Segundo uma nota divulgada pelo Ministério das Relações Exteriores, Téte António interveio no 12.º Seminário de Alto Nível sobre Paz e Segurança em África, onde destacou que o Processo de Oran se tornou um espaço estratégico para a harmonização das posições africanas através do mecanismo A3+, que reúne os países do continente com assento não-permanente no Conselho de Segurança da ONU.
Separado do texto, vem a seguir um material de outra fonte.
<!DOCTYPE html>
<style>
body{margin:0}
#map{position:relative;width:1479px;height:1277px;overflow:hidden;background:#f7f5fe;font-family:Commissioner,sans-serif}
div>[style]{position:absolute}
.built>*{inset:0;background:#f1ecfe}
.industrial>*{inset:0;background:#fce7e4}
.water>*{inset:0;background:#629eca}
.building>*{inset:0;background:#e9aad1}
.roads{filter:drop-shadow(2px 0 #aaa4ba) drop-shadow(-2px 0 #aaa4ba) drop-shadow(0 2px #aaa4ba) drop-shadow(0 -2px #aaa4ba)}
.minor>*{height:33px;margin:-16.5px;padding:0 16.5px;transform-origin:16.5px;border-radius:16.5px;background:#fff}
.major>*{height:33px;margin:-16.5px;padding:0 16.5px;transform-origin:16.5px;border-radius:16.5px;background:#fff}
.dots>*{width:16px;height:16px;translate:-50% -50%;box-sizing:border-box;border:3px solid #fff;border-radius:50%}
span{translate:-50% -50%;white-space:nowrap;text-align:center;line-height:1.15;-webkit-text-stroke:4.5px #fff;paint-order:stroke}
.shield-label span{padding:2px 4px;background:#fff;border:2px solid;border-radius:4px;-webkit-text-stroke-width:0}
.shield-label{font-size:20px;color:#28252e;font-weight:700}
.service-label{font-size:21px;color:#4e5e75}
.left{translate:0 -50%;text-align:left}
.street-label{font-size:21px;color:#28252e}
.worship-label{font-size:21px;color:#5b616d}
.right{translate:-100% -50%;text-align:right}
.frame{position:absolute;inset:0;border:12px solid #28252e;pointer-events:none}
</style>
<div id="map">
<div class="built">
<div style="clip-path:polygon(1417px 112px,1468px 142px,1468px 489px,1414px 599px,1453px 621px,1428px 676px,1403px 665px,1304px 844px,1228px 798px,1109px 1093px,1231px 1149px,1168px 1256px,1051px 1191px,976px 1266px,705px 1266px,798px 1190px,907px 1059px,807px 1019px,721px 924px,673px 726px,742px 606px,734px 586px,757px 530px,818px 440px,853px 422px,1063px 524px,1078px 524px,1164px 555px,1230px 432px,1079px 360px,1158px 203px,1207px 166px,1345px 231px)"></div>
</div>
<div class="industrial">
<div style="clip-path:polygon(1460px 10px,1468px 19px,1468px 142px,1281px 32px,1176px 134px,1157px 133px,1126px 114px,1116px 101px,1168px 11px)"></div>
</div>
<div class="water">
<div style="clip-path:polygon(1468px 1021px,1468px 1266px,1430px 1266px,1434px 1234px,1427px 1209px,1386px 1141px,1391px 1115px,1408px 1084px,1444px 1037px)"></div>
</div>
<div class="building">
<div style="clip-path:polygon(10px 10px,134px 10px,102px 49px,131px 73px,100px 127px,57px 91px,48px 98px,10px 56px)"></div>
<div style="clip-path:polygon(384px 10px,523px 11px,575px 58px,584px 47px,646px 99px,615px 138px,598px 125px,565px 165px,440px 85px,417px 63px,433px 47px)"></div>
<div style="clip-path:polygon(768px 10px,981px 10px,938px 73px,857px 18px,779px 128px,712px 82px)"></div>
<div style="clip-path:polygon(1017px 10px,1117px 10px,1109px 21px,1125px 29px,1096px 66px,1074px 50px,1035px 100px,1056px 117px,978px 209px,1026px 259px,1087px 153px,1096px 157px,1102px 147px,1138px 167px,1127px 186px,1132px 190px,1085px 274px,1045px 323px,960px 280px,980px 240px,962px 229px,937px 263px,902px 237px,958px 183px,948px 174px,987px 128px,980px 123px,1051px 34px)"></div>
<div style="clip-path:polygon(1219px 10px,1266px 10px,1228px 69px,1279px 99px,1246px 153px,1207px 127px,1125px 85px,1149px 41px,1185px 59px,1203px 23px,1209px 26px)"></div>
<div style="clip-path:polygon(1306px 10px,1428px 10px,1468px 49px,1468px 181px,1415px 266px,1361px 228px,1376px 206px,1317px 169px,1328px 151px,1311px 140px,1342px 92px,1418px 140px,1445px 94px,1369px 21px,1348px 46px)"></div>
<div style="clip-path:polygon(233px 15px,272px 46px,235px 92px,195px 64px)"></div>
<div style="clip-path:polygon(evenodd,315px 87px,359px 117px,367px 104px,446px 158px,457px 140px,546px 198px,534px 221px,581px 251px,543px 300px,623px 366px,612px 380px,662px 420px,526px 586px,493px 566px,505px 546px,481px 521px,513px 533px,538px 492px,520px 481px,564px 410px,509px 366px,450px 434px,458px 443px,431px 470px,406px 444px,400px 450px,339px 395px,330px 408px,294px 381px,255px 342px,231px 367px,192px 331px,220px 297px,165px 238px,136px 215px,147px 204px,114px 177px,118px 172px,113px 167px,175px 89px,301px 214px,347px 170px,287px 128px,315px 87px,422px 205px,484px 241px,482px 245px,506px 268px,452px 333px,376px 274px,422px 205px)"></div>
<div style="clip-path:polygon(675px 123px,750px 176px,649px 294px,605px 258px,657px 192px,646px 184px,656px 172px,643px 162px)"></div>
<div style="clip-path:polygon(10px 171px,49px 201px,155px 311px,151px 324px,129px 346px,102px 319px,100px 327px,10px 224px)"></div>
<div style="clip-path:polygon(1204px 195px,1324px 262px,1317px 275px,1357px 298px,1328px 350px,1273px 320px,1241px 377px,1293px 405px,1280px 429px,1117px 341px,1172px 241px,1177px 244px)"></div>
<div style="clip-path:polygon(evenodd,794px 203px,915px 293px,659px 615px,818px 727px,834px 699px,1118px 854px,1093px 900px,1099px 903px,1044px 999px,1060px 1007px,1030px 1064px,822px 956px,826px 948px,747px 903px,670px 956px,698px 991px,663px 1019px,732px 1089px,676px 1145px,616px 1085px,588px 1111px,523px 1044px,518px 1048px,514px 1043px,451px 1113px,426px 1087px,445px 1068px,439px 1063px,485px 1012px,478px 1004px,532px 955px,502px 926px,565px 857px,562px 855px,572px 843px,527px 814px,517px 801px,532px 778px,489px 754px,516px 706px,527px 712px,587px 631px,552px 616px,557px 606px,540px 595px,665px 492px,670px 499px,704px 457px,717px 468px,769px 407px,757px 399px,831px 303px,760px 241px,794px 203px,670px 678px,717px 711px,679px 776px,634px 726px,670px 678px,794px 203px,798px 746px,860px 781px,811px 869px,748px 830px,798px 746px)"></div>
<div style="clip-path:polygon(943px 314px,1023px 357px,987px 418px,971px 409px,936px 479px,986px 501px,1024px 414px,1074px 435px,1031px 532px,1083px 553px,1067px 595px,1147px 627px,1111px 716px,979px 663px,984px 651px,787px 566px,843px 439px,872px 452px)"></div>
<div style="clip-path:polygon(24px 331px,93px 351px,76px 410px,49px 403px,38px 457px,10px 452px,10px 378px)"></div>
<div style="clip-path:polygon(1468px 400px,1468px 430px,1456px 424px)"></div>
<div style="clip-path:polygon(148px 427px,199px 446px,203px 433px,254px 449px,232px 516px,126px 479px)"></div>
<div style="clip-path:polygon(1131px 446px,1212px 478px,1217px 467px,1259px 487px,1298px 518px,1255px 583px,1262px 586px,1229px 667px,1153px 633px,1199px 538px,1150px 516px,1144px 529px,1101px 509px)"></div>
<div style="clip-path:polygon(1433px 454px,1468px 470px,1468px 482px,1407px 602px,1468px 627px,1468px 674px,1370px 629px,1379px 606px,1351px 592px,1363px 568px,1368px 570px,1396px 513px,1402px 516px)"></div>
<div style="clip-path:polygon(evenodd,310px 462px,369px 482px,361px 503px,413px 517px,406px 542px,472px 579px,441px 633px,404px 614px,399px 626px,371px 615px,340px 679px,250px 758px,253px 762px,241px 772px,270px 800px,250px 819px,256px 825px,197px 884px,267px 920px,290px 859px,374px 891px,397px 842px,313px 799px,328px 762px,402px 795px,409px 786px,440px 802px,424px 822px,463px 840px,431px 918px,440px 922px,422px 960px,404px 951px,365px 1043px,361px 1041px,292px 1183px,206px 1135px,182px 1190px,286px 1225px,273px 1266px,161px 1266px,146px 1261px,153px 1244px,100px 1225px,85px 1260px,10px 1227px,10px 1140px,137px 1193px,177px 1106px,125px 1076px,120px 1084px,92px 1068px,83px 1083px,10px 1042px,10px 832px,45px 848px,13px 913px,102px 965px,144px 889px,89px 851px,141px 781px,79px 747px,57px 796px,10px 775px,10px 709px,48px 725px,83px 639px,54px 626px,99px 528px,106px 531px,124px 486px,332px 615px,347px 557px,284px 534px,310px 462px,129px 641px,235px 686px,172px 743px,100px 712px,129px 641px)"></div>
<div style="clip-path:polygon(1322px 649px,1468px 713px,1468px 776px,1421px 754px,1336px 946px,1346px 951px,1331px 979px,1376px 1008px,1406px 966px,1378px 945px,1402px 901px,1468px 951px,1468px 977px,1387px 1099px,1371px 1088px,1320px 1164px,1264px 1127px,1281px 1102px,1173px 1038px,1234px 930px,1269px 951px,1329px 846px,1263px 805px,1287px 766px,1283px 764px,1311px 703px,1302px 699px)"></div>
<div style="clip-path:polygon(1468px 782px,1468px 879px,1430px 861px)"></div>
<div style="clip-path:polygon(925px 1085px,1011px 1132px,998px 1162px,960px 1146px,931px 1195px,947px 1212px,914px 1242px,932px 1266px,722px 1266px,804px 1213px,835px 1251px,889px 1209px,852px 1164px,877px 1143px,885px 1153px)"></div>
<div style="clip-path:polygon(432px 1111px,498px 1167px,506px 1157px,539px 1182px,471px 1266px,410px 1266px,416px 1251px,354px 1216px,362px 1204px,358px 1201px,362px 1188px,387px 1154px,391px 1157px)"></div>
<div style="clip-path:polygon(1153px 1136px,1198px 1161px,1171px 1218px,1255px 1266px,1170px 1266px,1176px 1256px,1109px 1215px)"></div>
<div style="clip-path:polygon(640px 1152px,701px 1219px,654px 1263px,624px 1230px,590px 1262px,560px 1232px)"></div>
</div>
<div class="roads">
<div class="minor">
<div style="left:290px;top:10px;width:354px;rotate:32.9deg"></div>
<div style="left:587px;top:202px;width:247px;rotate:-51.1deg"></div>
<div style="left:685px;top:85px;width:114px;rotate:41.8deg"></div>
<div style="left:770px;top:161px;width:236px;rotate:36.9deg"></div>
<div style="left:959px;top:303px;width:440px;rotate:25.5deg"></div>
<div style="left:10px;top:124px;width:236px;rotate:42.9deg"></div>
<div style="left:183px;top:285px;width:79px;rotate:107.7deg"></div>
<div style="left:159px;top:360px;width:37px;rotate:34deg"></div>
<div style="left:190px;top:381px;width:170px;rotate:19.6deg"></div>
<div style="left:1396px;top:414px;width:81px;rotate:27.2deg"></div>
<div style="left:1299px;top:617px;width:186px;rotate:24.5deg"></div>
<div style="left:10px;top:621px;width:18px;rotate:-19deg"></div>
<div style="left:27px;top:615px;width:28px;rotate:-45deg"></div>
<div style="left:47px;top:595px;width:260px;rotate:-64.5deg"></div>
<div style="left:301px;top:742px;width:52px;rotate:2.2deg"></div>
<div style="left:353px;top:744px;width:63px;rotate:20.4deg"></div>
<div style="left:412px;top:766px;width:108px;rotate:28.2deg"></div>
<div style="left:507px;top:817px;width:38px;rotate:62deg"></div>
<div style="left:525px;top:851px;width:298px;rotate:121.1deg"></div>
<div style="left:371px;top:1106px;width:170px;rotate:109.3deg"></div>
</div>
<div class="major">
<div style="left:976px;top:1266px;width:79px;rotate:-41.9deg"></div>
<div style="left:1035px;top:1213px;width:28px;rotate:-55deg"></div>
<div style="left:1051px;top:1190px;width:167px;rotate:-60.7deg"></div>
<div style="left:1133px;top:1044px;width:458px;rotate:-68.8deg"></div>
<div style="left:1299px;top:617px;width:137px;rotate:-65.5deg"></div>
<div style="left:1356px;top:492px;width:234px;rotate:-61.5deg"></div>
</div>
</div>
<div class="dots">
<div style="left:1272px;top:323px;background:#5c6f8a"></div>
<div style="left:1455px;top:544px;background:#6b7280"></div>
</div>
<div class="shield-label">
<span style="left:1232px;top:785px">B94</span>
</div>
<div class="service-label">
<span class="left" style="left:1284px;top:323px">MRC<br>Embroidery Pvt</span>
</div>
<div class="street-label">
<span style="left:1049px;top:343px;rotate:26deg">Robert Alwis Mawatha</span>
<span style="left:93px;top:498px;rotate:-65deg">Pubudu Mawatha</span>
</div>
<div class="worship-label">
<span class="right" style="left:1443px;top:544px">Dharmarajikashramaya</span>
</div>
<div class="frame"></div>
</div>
O ministro defendeu que a construção da paz em África não depende exclusivamente de respostas militares, mas sim de uma abordagem integrada que envolva segurança, justiça social, cooperação regional e o fortalecimento institucional. Acrescentou que o continente continua a enfrentar desafios graves como terrorismo, extremismo violento, instabilidade político-militar, fluxos ilícitos, crises humanitárias agravadas pelas alterações climáticas e tensões comunitárias.
Téte António apontou ainda para situações particularmente preocupantes em regiões como o Sahel, Leste da RDC, Sudão, Corno de África, Líbia e Norte de Moçambique. Como presidente do Conselho Executivo da União Africana, sublinhou que nenhum Estado africano pode enfrentar sozinho o extremismo violento, defendendo um financiamento sustentável para as operações de apoio à paz conduzidas pela União Africana, com apoio solidário da comunidade internacional.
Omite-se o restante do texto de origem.